Game Design, Programming and running a one-man games business…

What I learned from fixing a dumb bug in my graphics code

I’ve recently been on a bit of a mission to improve the speed at which my game Democracy 4 runs on the intel Iris Xe graphics chip. For some background: Democracy 4 uses my own engine, and its a 2D game that uses a lot of text and vector graphics. The Iris Xe graphics chip is common on a lot of low end laptops, and especially laptops not intended for gaming. Nonetheless, its a popular chip, and almost all of the complaints I get regarding performance (and TBH there are not many) come from people who are unlucky enough to have this chip. In many cases, recommending a driver update fixes it, but not all.

Recently a fancy high-end laptop I own basically bricked itself during a bungled windows 11 update. I was furious, but also determined to get something totally different, so got a cheap laptop made partly from recycled materials. By random luck, it has this exact graphics chipset, which made the task of optimising code for that chip way easier.

If you are a coder working on real-time graphics stuff like games, and you have never used a graphics profiler, you need to fix that right away. They are amazing things. You might be familiar with general case profilers like vtune, but you really cannot beat a profiler made by the hardware vendor for your graphics card or chip. In this case, its the intel graphics monitor, which launches separate apps to capture frame traces, and then analyze them.

I’m not going to go through all the technical details of using the intel tools suite, as thats specific to their hardware, and the exact method of launching these programs, and analyzing a frame of a game varies between intel, AMD and nvidia. They all provide programs that do basically the same thing, so I’ll talk about the bug I found in general terms, not tied to vendor or API, which I think is much more useful. The web is too full of hyper-specific code examples and too lacking in terms of general advice.

All frame capture programs let you look at a single frame of your game, and lists every single draw-call made in that frame, showing visually whats drawn, what parameters were passed, and how long it took. You are probably aware that the complexity of the shader (if any), the number of primitives and the number of pixels rendered all combine in some way to determine how much GPU time is being sent on a specific draw call. A single tiny triangle flat shaded is quick, a multi-render-target combined shader that fills the screen with 10,000 triangles is slow. We all know this.

The reason I’m writing this article is precisely because this was NOT the case, and discovering the cause therefore took a lot of time. More than 2 weeks in fact. I was following my familiar route of capturing a frame, noting that there were a bunch of draw calls I could collapse together, and doing this as I watched the frame rate climb. This was going fine until I basically hit a wall. I could not reduce the draw calls any more, and performance still sucked. Why?
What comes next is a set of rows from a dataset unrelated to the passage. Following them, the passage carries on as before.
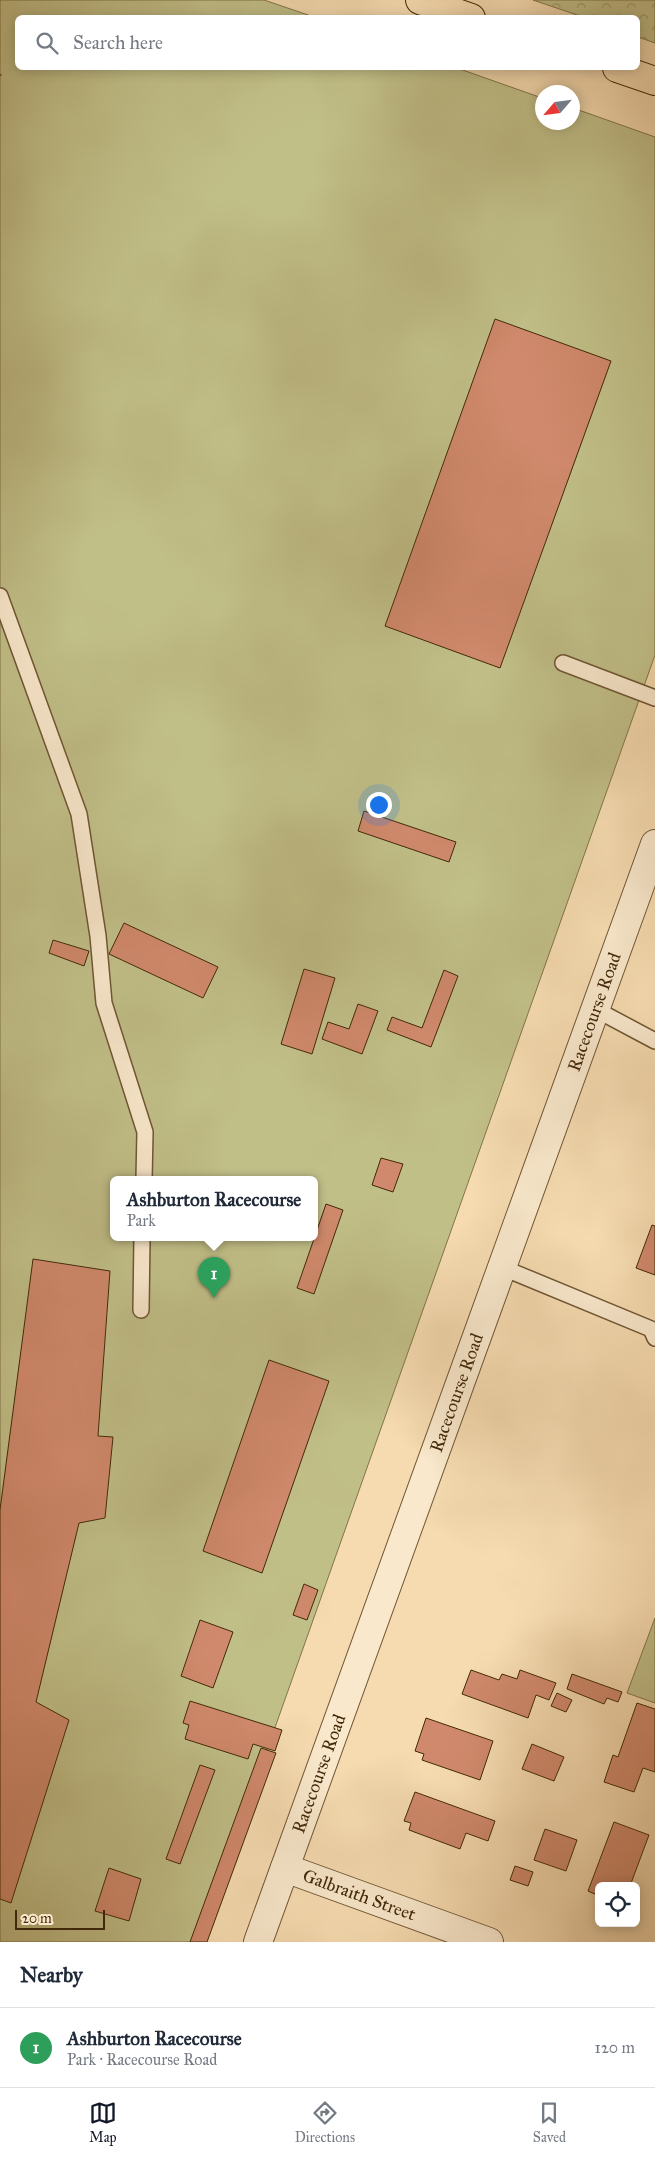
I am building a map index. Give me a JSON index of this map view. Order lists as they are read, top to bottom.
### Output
{
  "streets": {
    "street": ["Racecourse Road", "Galbraith Street"]
  },
  "crossings": [
    ["Racecourse Road", "Galbraith Street"]
  ],
  "scale_bar": "20 m",
  "north": "bottom left",
  "page": {
    "search": "Search here",
    "popup": ["Ashburton Racecourse", "Park"],
    "pins": "1",
    "scale": "20 m",
    "heading": "Nearby",
    "list": [
      {
        "mark": "1",
        "name": "Ashburton Racecourse",
        "note": "Park · Racecourse Road",
        "value": "120 m"
      }
    ],
    "nav": ["Map", "Directions", "Saved"]
  }
}
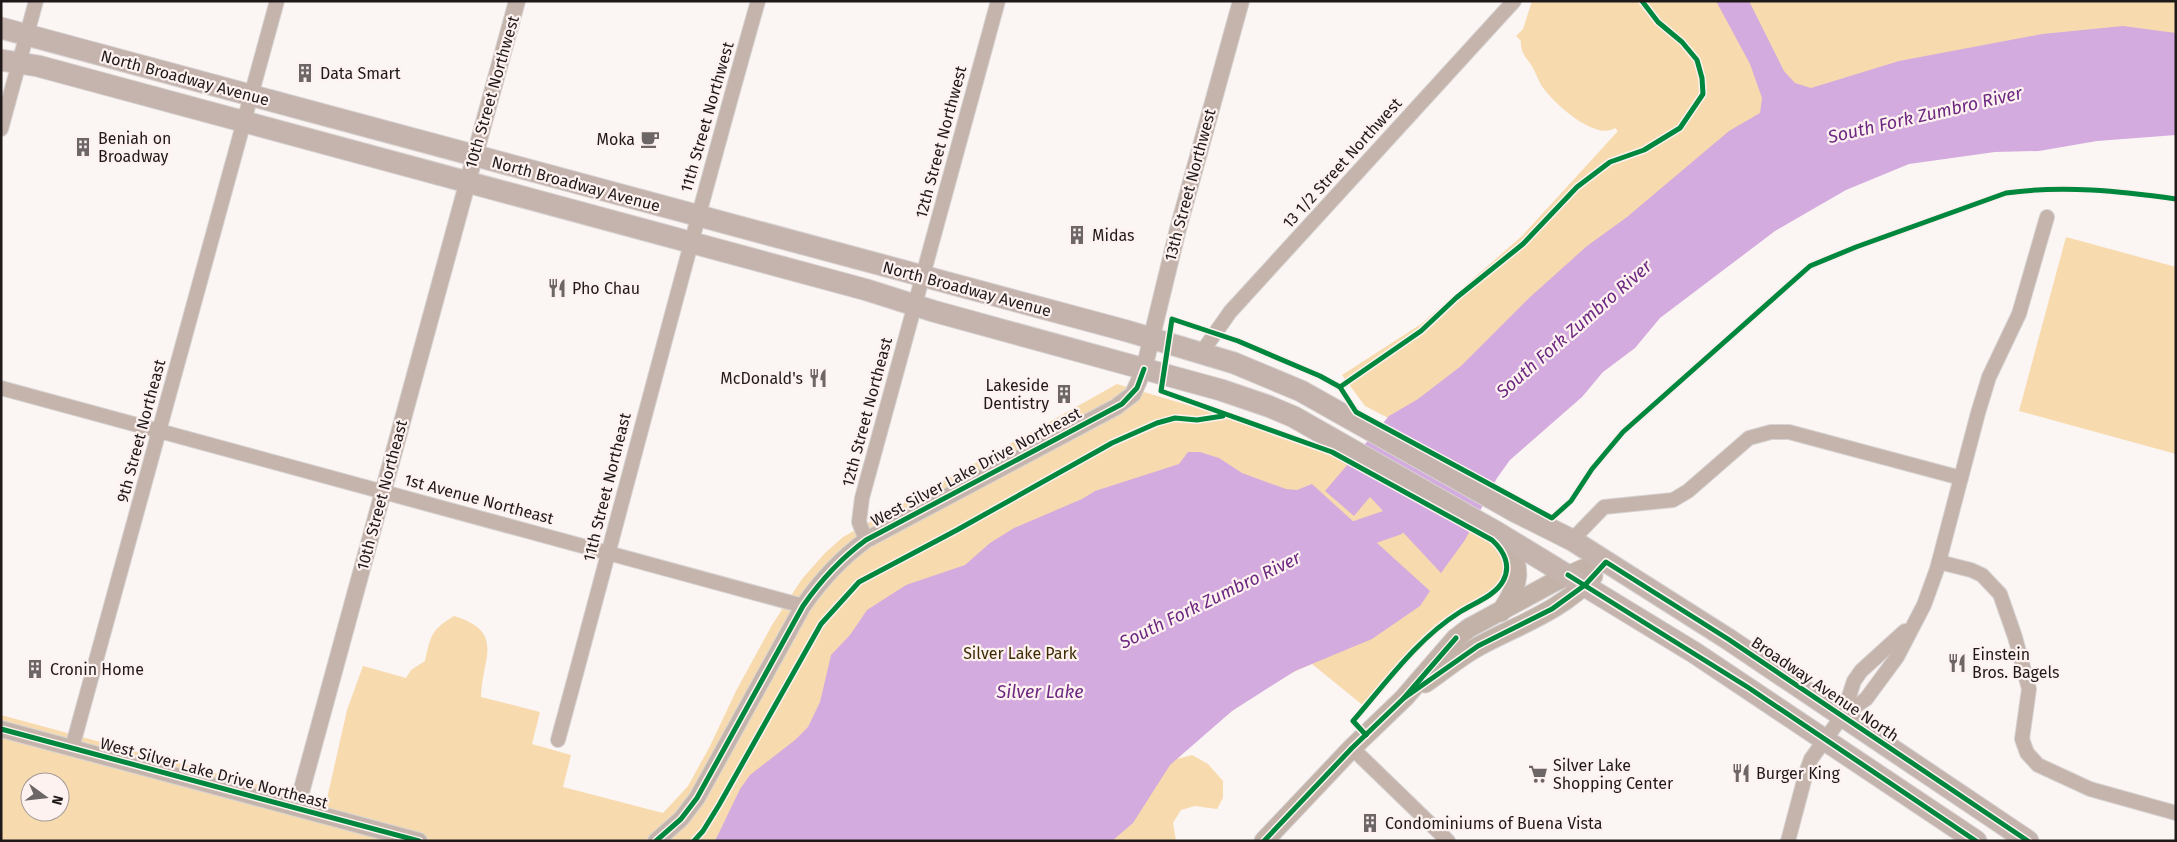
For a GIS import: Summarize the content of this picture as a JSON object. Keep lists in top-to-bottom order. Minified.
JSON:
{"streets":{"main road":["North Broadway Avenue","Broadway Avenue North"],"street":["10th Street Northwest","11th Street Northwest","12th Street Northwest","13 1/2 Street Northwest","13th Street Northwest","12th Street Northeast","9th Street Northeast","West Silver Lake Drive Northeast","11th Street Northeast","10th Street Northeast","1st Avenue Northeast"]},"crossings":[["North Broadway Avenue","10th Street Northwest"],["North Broadway Avenue","11th Street Northwest"],["North Broadway Avenue","12th Street Northwest"],["North Broadway Avenue","13th Street Northwest"],["North Broadway Avenue","12th Street Northeast"],["North Broadway Avenue","9th Street Northeast"],["North Broadway Avenue","West Silver Lake Drive Northeast"],["North Broadway Avenue","11th Street Northeast"],["North Broadway Avenue","10th Street Northeast"],["North Broadway Avenue","Broadway Avenue North"],["10th Street Northwest","10th Street Northeast"],["11th Street Northwest","11th Street Northeast"],["12th Street Northwest","12th Street Northeast"],["13 1/2 Street Northwest","Broadway Avenue North"],["13th Street Northwest","West Silver Lake Drive Northeast"],["13th Street Northwest","Broadway Avenue North"],["12th Street Northeast","West Silver Lake Drive Northeast"],["9th Street Northeast","West Silver Lake Drive Northeast"],["9th Street Northeast","1st Avenue Northeast"],["West Silver Lake Drive Northeast","10th Street Northeast"],["West Silver Lake Drive Northeast","1st Avenue Northeast"],["11th Street Northeast","1st Avenue Northeast"],["10th Street Northeast","1st Avenue Northeast"]],"water":["South Fork Zumbro River","Silver Lake"],"parks":["Silver Lake Park"],"places":{"building":["Data Smart","Beniah on Broadway","Midas","Lakeside Dentistry","Cronin Home","Condominiums of Buena Vista"],"cafe":["Moka"],"restaurant":["Pho Chau","McDonald's","Einstein Bros. Bagels","Burger King"],"supermarket":["Silver Lake Shopping Center"]},"north":"right"}
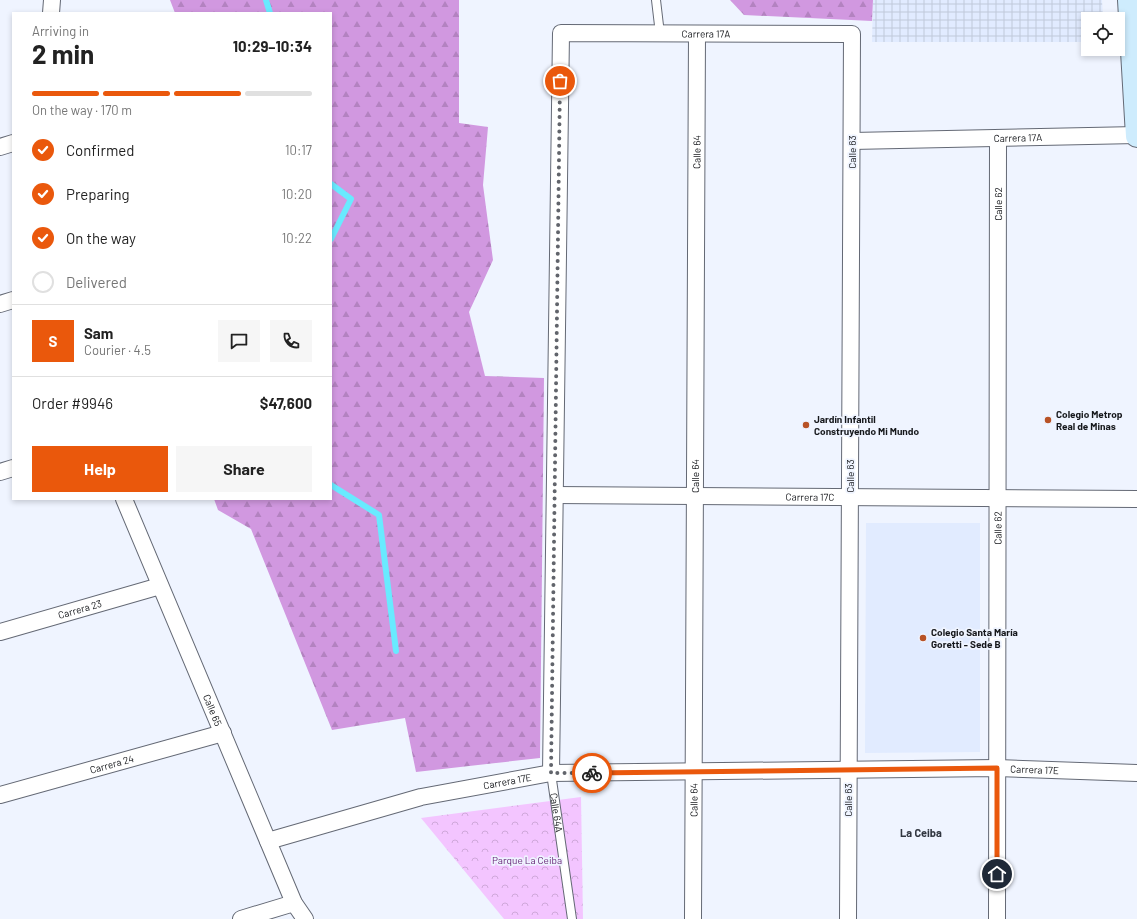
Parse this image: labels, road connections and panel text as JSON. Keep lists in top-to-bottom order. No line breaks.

Obviously my first conclusion was that the Iris Xe graphics chip REALLY sucks, and such is life. But I was doing 35-40 draw calls a frame. Thats nothing. The amount of overdraw was also low. Was it REALLY this bad? can it be that a modern laptop would struggle with just 40 draw calls a frame? Luckily there was a way to see if this was true. I could simply run other games and see what they did.

One of the games I tested was Shadowhand. I chose this because it uses a different engine (gamemaker). I didnt even code this game, but the beauty of graphics profilers is this: You do NOT NEED A DEBUG BUILD OR SOURCE CODE. You can use them on any game you like! So I did, and noticed Shadowhand sometimes had 600 draw calls at 60 frames a second. I was struggling with 35 draw calls at 40fps. What the hell?

One of the advanced mode options in the intel profiler is to split open every draw call so you see now only the draw calls, but every call to an opengl API that happens between them. This was very very helpful. I’m not an opengl coder, I prefer directx, and the opengl code is legacy stuff coded by someone else. I immediately expect bad code, and do a lot of reading up on opengl syntax and so on. Eventually, just staring at this of API calls makes me realize there is a ton of redundancy. Certain render states get set to a value, then reverted, then set again, then reverted, then a draw call is made. There seems to be a lot of unnecessary calls to setting various blend modes. Could this be it?

Initially I thought that some inefficiency was arising from a function that set a source blend state, and then a destination blend state as two different calls, when there was a perfectly good OpenGL API call that did both at once. I rewrote the code to do this, and was smug about having halved the number of blend mode state calls. This made things a bit faster, but not enough. Crucially, the number of totally redundant set and reset calls was still scattered all over the place.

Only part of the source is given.